| Task directions |
If a line in the records below contains the word "scale", return that line.

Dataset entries
*** Begin section ***

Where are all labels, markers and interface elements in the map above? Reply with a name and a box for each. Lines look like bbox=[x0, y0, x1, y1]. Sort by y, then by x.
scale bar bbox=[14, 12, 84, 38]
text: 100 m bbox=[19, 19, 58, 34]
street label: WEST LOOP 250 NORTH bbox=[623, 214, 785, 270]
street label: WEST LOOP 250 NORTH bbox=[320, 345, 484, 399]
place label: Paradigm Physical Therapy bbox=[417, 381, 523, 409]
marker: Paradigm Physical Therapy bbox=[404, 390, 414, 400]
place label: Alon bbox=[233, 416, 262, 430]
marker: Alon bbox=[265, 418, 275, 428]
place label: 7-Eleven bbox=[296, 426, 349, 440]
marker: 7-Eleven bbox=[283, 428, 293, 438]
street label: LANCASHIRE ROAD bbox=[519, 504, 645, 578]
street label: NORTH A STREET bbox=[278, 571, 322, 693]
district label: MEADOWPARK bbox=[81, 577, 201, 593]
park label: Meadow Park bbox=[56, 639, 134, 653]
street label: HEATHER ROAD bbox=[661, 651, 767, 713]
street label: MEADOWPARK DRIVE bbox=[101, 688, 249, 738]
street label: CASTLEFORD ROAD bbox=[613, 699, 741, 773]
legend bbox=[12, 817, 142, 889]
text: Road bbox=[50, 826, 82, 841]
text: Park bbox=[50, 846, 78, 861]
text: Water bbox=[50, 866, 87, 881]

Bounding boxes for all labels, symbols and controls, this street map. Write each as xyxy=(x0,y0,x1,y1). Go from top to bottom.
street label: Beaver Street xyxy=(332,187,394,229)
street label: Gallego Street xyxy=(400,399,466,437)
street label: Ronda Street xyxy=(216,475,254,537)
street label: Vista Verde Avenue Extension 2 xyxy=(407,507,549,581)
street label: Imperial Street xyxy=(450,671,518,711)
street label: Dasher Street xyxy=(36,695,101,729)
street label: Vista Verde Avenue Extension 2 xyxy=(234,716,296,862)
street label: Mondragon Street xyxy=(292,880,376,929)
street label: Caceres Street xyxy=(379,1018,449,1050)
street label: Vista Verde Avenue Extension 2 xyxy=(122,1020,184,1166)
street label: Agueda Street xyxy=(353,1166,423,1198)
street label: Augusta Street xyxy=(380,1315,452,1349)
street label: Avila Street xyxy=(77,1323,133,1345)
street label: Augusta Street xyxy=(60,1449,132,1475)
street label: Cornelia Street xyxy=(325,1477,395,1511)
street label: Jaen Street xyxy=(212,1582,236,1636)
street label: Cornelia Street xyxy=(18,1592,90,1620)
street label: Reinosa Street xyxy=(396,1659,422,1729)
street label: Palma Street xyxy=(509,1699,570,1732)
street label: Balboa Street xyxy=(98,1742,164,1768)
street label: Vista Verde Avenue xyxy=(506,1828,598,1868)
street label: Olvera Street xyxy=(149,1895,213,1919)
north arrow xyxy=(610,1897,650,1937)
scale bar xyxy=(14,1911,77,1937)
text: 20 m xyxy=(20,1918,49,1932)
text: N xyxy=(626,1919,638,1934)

*** End section ***

| Result of this exercise |
scale bar bbox=[14, 12, 84, 38]
scale bar xyxy=(14,1911,77,1937)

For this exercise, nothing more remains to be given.